By Emelie Rutherford

Senate Armed Services Committee (SASC) Ranking Member John McCain (R-Ariz.) plans to meet this Thursday with Arnold Punaro, a defense-industry executive with extensive military and congressional experience who is said to be the Obama administration’s leading pick for Army secretary.

McCain last week downplayed the suggestion he has concerns with the potential nomination of Punaro, a former SASC staff director with whom McCain did not always see eye-to- eye.

“I understand I had a request from Mr. Punaro to see me,” McCain told Defense Daily last Thursday, before the meeting was scheduled for this Thursday. “We just found out that he asked to see me….I’ll meet with anybody.”

Punaro could not be reached last week for comment.

Punaro worked for former SASC Democratic Chairman Sam Nunn from 1973 to 1997, serving as staff director of the SASC for eight years and of the minority side for five years, according to Punaro’s biography. He and McCain disagreed in the late 1980s over McCain mentor John Tower’s thwarted bid for defense secretary.

Punaro’s rumored nomination has spurred questions on Capitol Hill, though no lawmakers or aides indicated last week any concerted opposition to his possible nomination.

SASC members Sen. James Webb (D-Va.) and James Inhofe (R-Okla.) praised Punaro’s experience, and said he would be suited to replace current Army secretary Pete Geren.

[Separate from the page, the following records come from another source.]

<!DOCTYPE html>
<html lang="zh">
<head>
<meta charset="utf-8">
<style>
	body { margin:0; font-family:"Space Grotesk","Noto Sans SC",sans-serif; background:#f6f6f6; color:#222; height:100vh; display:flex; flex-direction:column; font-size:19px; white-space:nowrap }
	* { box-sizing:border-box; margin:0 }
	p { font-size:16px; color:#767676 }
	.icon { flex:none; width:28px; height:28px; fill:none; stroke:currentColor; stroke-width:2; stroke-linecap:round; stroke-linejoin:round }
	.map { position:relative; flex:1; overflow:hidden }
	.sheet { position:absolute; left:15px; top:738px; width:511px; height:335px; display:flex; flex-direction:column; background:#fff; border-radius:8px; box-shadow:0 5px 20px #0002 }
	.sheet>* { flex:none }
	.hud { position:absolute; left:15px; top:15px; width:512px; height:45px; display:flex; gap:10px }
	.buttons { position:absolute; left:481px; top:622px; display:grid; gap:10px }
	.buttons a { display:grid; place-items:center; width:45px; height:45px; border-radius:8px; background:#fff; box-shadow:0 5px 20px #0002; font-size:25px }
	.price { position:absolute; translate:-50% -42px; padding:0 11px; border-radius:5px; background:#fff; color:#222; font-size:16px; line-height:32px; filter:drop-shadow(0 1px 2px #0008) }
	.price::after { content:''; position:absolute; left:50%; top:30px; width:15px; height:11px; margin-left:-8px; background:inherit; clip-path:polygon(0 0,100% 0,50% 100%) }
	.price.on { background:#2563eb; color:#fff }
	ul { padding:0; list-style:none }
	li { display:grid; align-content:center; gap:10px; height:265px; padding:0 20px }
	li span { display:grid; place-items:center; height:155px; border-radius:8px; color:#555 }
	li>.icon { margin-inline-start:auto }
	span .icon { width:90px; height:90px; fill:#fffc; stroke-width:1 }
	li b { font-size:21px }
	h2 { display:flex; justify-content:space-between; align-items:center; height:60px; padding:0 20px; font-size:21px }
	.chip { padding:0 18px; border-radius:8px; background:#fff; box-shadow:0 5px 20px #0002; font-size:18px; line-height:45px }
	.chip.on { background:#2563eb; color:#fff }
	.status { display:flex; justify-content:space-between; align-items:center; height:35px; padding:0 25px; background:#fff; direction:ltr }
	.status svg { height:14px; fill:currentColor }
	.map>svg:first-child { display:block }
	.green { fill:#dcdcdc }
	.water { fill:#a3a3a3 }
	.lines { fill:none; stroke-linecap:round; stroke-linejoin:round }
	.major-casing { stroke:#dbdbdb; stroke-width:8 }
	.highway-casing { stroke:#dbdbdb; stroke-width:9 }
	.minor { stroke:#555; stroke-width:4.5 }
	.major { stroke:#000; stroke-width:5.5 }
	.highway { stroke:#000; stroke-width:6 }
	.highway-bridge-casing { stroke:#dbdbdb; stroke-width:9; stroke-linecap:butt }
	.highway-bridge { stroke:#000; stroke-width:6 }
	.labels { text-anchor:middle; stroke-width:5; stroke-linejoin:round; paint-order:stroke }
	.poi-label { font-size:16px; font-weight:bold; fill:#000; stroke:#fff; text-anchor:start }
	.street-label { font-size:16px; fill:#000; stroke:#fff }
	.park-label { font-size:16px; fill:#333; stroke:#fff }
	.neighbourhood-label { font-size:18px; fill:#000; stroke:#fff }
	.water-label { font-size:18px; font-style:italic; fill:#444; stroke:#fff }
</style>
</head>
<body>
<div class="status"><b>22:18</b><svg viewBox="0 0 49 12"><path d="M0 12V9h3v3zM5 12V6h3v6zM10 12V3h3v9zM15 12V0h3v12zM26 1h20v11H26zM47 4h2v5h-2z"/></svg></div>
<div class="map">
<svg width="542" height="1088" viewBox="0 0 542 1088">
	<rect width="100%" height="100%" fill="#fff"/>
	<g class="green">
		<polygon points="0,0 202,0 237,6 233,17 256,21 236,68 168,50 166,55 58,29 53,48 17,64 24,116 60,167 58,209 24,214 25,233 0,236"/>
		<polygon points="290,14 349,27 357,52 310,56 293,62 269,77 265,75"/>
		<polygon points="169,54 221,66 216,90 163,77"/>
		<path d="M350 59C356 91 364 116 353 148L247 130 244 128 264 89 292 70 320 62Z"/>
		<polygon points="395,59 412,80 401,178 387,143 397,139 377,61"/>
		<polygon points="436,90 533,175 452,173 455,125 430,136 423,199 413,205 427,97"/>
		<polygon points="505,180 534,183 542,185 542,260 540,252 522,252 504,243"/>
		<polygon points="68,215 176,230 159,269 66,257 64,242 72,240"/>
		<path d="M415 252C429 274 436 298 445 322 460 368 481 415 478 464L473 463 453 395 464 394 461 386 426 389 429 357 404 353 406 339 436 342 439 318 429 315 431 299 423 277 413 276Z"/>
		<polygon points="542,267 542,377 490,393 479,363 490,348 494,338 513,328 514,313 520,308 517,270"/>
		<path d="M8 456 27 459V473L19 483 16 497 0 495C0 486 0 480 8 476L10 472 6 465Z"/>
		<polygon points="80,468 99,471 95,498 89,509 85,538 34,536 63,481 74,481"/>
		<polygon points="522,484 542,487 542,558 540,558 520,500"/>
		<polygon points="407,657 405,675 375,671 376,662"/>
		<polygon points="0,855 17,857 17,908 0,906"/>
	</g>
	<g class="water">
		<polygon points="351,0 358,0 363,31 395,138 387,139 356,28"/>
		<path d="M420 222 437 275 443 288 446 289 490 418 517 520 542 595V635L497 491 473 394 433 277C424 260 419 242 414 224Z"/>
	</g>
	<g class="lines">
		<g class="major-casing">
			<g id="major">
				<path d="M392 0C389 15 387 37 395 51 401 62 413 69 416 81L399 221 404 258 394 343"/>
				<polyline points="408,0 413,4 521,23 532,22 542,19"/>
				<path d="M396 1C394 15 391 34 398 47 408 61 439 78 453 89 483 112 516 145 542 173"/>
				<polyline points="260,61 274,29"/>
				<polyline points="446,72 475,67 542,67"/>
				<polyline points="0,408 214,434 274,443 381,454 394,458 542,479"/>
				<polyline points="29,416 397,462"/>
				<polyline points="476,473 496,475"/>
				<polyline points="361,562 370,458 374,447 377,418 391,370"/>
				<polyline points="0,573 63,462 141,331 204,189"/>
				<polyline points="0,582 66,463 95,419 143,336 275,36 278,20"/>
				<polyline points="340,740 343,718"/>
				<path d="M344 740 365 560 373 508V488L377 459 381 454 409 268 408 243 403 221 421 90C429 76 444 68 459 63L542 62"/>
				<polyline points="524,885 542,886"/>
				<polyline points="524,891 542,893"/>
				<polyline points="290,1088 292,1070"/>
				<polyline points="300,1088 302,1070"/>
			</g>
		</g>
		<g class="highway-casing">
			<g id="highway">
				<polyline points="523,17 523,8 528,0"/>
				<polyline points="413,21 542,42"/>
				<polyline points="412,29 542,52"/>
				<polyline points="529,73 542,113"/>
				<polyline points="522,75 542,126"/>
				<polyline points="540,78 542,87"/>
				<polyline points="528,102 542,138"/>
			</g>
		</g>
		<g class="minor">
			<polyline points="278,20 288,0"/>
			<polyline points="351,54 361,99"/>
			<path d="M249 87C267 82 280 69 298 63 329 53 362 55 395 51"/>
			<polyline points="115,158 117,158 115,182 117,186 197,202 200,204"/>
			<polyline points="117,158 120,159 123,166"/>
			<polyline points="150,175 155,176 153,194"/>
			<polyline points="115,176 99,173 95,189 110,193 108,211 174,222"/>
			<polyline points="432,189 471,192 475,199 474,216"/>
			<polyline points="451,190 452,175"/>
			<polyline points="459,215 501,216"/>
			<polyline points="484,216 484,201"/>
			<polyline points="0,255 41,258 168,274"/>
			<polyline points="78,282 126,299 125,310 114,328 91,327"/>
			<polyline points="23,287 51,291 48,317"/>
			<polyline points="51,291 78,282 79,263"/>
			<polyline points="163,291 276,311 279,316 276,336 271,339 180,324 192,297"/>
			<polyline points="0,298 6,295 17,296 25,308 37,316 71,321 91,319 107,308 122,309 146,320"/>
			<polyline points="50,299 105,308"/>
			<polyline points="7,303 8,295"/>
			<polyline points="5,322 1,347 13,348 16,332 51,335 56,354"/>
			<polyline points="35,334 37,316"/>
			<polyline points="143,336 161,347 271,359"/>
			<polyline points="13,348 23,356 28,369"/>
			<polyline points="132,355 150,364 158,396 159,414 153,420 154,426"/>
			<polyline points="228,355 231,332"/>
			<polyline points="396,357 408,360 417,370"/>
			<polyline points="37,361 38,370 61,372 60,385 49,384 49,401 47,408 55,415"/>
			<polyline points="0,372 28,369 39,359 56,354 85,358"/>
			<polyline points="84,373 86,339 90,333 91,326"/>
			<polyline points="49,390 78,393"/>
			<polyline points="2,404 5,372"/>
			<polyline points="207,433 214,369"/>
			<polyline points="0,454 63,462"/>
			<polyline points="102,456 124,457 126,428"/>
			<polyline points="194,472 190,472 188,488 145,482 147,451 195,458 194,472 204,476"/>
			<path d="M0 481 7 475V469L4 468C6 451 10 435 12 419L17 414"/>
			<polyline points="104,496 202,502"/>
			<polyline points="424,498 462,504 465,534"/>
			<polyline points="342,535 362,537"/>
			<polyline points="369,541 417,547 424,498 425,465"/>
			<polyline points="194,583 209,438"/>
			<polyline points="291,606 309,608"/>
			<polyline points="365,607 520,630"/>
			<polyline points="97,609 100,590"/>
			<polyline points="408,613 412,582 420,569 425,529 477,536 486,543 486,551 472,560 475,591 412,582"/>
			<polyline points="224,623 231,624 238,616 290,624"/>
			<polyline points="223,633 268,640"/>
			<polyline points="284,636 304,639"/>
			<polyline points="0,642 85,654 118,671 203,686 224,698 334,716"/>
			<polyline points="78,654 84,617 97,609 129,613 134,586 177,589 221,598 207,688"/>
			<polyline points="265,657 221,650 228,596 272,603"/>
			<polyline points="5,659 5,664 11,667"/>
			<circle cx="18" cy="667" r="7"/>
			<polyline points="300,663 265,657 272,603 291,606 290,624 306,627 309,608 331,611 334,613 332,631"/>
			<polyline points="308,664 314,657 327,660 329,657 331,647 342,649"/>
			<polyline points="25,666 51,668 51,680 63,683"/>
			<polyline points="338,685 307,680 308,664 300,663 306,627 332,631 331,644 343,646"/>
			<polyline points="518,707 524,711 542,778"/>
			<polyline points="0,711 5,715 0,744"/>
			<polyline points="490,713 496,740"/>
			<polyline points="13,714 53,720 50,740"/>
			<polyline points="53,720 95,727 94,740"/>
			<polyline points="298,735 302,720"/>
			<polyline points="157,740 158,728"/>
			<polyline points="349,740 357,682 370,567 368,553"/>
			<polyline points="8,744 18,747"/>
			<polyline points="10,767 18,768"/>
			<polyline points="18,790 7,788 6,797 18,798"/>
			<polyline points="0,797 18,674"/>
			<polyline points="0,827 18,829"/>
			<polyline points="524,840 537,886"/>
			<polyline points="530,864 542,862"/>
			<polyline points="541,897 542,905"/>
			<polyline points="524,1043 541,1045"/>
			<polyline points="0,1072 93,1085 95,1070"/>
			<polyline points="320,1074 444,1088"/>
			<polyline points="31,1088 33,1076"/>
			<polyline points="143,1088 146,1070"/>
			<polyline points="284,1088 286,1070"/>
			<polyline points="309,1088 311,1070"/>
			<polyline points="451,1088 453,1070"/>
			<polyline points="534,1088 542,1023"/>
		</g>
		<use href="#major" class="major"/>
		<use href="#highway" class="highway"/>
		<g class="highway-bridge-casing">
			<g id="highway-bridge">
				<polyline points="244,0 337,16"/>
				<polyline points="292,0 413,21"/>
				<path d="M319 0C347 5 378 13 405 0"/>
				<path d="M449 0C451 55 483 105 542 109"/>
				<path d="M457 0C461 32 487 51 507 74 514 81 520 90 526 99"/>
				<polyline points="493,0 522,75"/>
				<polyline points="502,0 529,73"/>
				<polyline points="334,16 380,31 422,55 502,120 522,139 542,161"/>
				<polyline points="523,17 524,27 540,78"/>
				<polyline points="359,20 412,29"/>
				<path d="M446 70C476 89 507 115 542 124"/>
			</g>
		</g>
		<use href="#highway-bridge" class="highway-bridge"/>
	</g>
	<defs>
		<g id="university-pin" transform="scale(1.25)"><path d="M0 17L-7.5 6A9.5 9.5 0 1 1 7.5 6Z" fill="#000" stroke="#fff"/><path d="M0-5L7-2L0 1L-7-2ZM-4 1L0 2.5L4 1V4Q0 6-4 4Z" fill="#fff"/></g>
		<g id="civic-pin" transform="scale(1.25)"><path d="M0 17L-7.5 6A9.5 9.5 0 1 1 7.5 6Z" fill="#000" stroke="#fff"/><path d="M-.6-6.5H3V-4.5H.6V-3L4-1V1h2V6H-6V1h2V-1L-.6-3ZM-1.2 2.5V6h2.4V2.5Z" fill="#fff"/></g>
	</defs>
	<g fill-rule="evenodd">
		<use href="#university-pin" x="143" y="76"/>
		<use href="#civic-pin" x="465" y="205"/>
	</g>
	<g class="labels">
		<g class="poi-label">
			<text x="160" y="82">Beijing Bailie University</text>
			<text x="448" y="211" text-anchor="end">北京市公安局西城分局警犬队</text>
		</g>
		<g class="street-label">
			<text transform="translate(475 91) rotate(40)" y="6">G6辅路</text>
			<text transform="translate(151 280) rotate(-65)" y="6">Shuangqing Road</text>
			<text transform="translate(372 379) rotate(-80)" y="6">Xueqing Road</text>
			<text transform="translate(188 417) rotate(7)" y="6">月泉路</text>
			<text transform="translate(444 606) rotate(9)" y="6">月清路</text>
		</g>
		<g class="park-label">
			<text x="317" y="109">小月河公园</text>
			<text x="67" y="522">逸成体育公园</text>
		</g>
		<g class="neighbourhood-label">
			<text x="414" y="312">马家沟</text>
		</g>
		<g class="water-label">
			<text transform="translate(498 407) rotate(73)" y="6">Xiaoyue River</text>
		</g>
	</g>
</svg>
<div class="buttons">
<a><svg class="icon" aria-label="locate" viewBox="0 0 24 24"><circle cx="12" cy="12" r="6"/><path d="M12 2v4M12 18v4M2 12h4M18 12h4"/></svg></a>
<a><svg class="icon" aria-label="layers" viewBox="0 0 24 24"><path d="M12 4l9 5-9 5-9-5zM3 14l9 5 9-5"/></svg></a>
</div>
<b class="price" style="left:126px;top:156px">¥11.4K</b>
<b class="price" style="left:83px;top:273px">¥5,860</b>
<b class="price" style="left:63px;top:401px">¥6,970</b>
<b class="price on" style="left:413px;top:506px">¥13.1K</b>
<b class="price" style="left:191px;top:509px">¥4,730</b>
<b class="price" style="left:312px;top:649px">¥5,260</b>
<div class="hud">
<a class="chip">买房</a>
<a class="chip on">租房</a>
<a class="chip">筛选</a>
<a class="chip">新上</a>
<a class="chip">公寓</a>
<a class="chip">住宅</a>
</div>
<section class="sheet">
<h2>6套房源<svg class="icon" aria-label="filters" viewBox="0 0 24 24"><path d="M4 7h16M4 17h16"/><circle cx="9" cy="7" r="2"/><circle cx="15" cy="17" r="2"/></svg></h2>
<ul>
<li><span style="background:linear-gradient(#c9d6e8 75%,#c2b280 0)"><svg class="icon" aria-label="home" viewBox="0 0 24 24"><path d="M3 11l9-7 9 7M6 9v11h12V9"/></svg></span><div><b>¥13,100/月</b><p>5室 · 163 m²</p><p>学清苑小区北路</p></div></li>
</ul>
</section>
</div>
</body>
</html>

Geren, a former Democratic congressman who held the top Army civilian spot in the end of the Bush administration, has strong congressional support yet is said to not be under consideration for continued service by President Obama.

Punaro is an executive vice president at SAIC [SAI], where his duties include overseeing government affairs and Washington operations.

Some lawmakers sounded alarms earlier this year over Obama’s nomination of Deputy Defense Secretary William Lynn, a former Raytheon [RTN] lobbyist who needed a waiver from Obama’s new ethics rules. Those restrictions ban government appointees for two years from working for agencies and on issue areas they lobbied, and from participating in matters related to their former employers.

It was not clear last week if Punaro would require a similar waiver.

Punaro also is a retired Marine Corps Reserve major general who has served as deputy commanding general of Marine Corps Combat Development Command (Mobilization) and chaired the Commission on the National Guard and Reserves. He currently serves on Defense Secretary Robert Gates’ Defense Business Board. A decorated Vietnam War veteran, he was mobilized in 2003 in support of operations in Iraq and Afghanistan.

He, notably, served in 2008 as a task force member for then-Special Envoy for Middle East Security Jim Jones, the retired Marine Corps Commandant who now is President Obama’s national security adviser.

Inhofe, the No. 2 SASC Republican, told Defense Daily he is “very excited” about Punaro’s possible nomination.

“People say, ‘Hey, we’re talking about the secretary of the Army and he’s a Marine,'” Inhofe said. “That doesn’t bother me. He knows ground warfare as well as any Army person would.”

Inhofe said he doesn’t see any conflict of interest with Punaro becoming Army secretary after holding the lobbying-related job at SAIC.

“You get someone who has the background that he has, I’m convinced that they’re not gong to be persuaded to do the wrong thing just because of some knowledge he has in the back of his mind because of some past employment,” Inhofe said.

SAIC is teamed with Boeing [BA] in steering the Army’s massive-yet-troubled Future Combat Systems (FCS) modernization program. Inhofe has railed against Gates’ proposal to cut FCS’s eight ground vehicle efforts.

If Punaro is nominated, Inhofe said he would not block a confirmation vote to raise awareness about the senator’s FCS concerns. Alabama’s two Republican senators this month temporarily put holds on the Senate approval of Obama’s nominee for Pentagon acquisition czar over their concerns about the Air Force tanker replacement effort. “I think he’s very understanding of FCS,” Inhofe said about Punaro, adding the potential nominee’s working knowledge of such systems could be positive.

Webb, a former Navy secretary, said he has known Punaro for many years and has talked to him “in passing” about his potential nomination.

Other SASC members, including Chairman Carl Levin (D-Mich.) and senior member Jack Reed (D-R.I.), declined to speculate about Punaro’s possible nomination.